**EXERCISE**: The lines below that include the word "origin" are to be reported.

━━━━

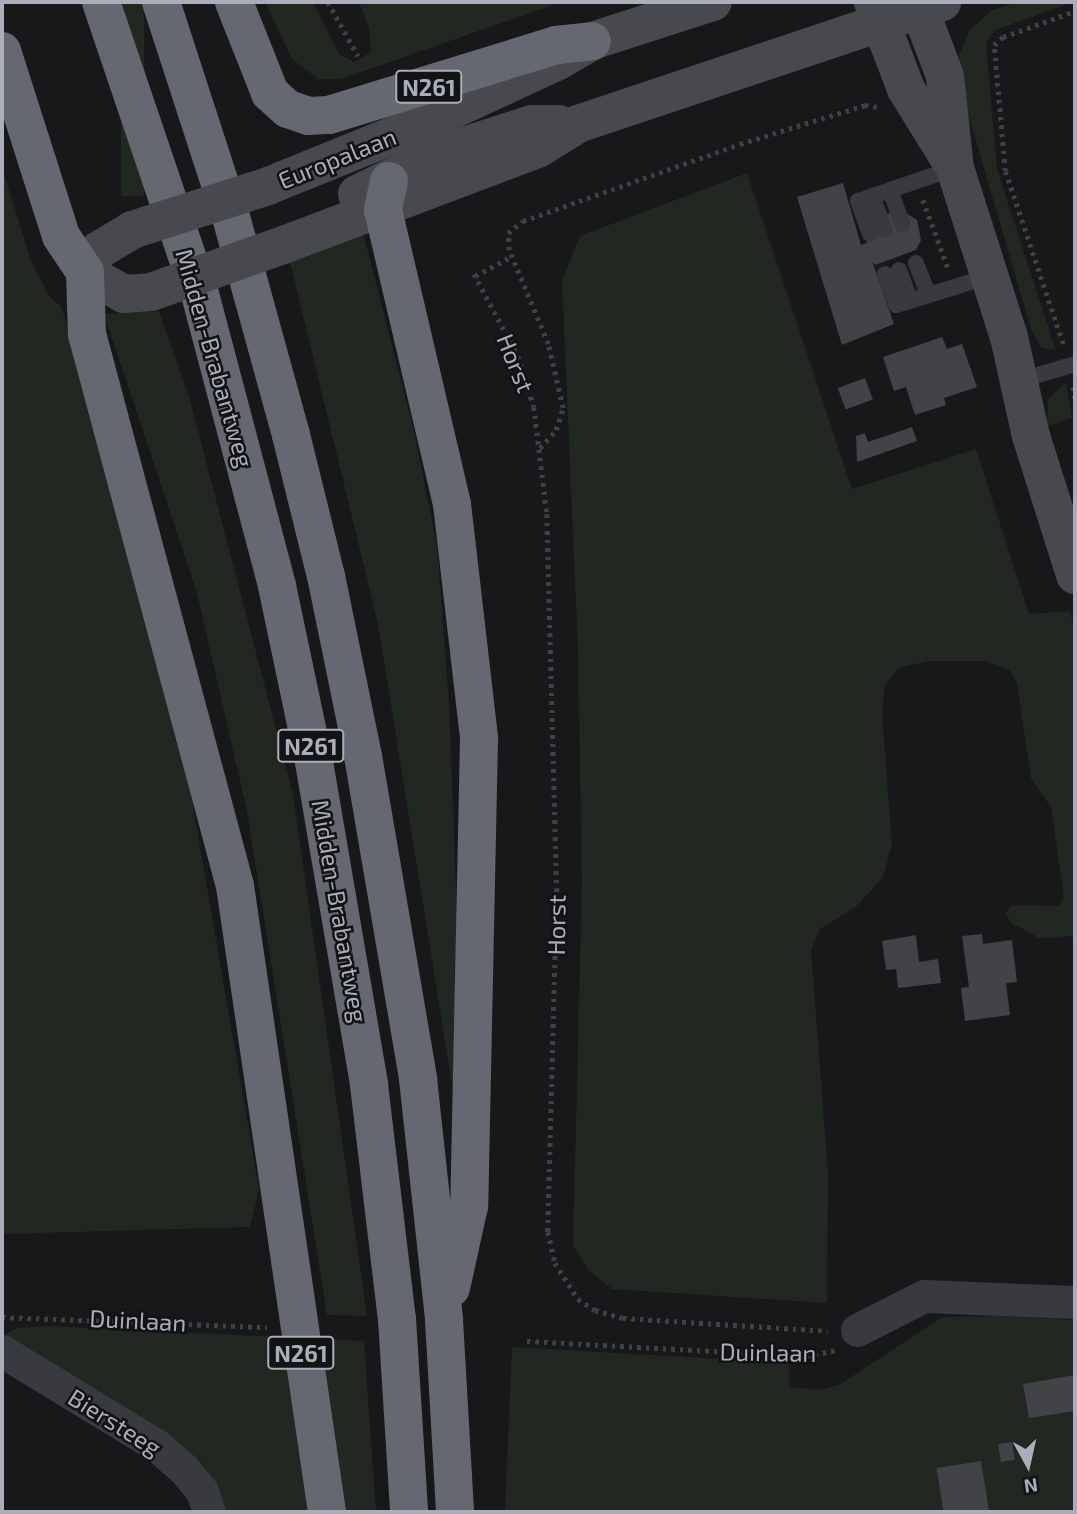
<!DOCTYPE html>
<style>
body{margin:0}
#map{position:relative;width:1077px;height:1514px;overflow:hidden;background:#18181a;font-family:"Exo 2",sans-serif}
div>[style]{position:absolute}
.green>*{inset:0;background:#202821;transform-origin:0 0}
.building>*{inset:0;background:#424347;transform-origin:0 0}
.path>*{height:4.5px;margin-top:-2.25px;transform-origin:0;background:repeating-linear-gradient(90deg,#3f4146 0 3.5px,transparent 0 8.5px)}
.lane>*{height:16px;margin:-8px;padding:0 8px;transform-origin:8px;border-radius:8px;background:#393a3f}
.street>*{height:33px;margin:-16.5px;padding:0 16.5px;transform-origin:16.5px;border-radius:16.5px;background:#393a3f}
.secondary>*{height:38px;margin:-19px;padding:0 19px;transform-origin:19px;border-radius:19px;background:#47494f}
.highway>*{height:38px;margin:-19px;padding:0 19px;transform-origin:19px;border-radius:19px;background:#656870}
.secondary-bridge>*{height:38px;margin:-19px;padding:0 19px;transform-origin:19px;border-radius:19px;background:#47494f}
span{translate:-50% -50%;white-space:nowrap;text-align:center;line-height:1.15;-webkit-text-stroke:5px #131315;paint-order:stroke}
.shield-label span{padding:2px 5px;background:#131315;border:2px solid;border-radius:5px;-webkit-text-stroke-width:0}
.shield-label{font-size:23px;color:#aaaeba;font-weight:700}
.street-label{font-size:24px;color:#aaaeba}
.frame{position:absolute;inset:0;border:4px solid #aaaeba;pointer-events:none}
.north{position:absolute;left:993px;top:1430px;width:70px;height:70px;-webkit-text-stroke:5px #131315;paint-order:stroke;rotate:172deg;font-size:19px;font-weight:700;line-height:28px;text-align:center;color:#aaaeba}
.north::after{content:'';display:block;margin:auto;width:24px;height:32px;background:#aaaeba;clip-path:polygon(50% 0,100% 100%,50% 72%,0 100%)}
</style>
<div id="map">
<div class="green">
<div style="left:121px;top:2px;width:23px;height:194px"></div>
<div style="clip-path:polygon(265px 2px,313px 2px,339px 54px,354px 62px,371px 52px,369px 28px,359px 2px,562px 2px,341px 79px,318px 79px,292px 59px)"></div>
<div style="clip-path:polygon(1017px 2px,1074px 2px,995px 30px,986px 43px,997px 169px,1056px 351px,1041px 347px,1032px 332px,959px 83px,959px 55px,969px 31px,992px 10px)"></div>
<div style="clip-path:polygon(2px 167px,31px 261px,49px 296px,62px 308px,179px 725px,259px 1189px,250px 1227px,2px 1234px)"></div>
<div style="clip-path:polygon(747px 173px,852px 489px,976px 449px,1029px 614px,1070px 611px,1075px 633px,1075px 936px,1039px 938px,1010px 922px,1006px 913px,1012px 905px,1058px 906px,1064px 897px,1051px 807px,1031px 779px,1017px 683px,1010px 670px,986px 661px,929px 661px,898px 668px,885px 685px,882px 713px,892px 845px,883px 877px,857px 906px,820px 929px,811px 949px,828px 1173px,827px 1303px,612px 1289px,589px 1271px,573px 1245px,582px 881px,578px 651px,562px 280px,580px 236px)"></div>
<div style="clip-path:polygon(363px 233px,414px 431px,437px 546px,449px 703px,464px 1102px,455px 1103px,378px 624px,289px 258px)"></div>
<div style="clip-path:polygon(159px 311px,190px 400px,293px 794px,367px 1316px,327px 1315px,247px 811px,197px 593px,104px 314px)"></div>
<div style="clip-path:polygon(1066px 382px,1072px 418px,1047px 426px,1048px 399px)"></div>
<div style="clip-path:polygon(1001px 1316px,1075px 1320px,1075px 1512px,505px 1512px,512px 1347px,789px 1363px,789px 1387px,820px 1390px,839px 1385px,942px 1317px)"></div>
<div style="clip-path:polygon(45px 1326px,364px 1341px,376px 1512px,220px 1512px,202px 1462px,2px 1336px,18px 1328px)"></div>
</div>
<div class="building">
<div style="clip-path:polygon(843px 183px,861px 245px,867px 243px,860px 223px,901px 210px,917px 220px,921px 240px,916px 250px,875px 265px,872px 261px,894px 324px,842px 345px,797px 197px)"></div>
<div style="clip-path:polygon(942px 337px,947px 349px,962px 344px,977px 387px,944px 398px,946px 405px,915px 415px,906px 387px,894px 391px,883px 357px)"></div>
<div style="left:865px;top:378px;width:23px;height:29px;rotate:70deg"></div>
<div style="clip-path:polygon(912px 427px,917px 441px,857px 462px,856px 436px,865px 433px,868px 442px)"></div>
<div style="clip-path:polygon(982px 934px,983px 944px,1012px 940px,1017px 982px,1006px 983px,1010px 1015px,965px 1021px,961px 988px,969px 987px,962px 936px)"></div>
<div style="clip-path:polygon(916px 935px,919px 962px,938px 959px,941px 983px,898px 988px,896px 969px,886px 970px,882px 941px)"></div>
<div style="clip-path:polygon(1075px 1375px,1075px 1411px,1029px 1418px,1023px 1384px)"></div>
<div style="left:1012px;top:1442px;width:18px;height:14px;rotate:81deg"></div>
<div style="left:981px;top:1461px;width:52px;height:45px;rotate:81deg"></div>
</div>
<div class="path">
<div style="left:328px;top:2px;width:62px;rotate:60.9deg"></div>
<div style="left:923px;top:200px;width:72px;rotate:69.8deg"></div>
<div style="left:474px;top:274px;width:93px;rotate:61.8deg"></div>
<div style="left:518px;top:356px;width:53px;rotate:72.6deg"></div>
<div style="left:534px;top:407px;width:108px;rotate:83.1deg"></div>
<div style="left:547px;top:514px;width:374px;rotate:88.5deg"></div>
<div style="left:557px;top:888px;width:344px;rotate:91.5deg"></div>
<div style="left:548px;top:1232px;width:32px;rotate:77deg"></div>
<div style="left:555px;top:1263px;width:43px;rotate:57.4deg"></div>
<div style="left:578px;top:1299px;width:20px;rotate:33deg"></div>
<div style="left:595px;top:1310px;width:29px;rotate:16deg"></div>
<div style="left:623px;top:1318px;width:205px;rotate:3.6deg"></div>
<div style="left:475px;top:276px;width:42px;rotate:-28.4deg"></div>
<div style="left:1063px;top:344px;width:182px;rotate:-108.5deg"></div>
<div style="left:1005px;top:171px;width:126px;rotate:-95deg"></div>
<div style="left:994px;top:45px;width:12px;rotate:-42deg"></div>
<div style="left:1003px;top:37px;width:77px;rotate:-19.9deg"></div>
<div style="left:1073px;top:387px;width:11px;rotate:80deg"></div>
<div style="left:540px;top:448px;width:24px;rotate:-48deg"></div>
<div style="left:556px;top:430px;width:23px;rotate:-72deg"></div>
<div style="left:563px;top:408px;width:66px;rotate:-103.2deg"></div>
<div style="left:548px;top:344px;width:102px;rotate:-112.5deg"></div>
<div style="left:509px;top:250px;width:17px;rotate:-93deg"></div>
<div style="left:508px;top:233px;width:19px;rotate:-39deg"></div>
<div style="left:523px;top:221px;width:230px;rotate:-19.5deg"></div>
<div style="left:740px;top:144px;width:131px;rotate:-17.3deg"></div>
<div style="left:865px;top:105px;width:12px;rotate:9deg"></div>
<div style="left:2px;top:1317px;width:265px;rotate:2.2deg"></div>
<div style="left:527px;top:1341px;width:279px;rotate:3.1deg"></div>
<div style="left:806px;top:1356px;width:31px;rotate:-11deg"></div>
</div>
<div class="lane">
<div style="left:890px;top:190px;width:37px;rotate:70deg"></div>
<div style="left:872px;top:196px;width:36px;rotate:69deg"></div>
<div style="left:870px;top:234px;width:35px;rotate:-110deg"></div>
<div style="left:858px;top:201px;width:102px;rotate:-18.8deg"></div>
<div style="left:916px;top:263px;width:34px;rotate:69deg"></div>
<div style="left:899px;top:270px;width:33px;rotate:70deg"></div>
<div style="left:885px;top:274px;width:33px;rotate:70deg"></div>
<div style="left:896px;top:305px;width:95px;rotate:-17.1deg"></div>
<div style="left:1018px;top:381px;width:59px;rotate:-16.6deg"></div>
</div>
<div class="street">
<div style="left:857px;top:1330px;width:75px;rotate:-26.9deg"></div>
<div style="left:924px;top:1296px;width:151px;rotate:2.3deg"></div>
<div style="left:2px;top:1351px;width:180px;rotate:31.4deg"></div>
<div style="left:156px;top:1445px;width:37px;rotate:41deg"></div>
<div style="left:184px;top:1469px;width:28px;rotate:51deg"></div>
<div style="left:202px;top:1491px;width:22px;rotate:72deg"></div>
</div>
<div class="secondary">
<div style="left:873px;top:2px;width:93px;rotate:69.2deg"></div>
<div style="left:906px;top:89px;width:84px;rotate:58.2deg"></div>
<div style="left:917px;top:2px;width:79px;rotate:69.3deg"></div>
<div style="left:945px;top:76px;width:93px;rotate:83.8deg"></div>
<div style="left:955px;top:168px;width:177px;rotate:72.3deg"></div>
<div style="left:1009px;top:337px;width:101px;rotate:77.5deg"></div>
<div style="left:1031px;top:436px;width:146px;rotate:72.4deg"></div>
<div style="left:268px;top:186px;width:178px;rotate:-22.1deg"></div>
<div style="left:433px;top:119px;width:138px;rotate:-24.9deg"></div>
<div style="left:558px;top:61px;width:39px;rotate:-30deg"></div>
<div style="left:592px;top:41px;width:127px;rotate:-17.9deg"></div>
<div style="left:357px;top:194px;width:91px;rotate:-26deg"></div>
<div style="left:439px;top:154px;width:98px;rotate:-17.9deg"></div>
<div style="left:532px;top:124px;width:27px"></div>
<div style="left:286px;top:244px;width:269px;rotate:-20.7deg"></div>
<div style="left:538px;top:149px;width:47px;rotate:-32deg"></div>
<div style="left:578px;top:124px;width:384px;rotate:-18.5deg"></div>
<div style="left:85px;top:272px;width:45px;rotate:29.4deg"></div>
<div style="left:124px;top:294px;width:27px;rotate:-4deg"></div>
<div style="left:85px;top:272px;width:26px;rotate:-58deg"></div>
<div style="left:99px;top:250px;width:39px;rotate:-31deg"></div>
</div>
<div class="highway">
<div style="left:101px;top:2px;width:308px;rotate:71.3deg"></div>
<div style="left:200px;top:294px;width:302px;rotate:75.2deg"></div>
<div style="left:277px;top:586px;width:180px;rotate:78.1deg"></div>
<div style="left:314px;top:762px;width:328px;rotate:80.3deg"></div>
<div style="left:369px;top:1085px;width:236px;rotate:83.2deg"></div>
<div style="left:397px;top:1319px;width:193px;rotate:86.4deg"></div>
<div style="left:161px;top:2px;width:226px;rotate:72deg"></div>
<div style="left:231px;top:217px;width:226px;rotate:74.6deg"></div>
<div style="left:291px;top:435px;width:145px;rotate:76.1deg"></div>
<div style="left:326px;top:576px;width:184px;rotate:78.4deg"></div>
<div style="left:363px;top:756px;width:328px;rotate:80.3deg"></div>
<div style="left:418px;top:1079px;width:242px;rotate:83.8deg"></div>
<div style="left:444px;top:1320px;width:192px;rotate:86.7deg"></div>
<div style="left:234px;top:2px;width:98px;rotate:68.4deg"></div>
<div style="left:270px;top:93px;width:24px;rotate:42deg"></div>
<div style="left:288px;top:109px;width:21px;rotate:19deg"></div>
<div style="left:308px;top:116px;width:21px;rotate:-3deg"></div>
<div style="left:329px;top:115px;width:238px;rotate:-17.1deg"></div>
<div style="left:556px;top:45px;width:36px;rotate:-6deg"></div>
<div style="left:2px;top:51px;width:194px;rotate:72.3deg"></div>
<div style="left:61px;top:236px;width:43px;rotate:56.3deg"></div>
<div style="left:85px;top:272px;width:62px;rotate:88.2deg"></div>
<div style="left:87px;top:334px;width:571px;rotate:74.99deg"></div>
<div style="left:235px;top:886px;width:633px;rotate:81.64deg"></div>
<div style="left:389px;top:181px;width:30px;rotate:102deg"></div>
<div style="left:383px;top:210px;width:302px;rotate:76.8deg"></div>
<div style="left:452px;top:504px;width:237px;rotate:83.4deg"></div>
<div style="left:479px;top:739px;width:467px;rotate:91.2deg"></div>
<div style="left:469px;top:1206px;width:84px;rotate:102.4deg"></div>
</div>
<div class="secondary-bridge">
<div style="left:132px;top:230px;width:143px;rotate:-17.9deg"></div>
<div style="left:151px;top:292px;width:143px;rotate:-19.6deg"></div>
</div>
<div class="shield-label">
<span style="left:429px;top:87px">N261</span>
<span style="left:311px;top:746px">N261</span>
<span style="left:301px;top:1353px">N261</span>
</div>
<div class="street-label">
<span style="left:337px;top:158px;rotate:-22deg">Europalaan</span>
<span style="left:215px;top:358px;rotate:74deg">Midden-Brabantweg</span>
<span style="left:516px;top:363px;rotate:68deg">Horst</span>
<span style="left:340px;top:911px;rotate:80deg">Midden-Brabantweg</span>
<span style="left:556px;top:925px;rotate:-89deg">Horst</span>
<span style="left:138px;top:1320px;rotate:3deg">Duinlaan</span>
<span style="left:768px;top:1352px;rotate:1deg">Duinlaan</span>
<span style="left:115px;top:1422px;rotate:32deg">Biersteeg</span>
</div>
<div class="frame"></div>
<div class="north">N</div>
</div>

━━━━

**SOLUTION TO THIS PROBLEM**:
.green>*{inset:0;background:#202821;transform-origin:0 0}
.building>*{inset:0;background:#424347;transform-origin:0 0}
.path>*{height:4.5px;margin-top:-2.25px;transform-origin:0;background:repeating-linear-gradient(90deg,#3f4146 0 3.5px,transparent 0 8.5px)}
.lane>*{height:16px;margin:-8px;padding:0 8px;transform-origin:8px;border-radius:8px;background:#393a3f}
.street>*{height:33px;margin:-16.5px;padding:0 16.5px;transform-origin:16.5px;border-radius:16.5px;background:#393a3f}
.secondary>*{height:38px;margin:-19px;padding:0 19px;transform-origin:19px;border-radius:19px;background:#47494f}
.highway>*{height:38px;margin:-19px;padding:0 19px;transform-origin:19px;border-radius:19px;background:#656870}
.secondary-bridge>*{height:38px;margin:-19px;padding:0 19px;transform-origin:19px;border-radius:19px;background:#47494f}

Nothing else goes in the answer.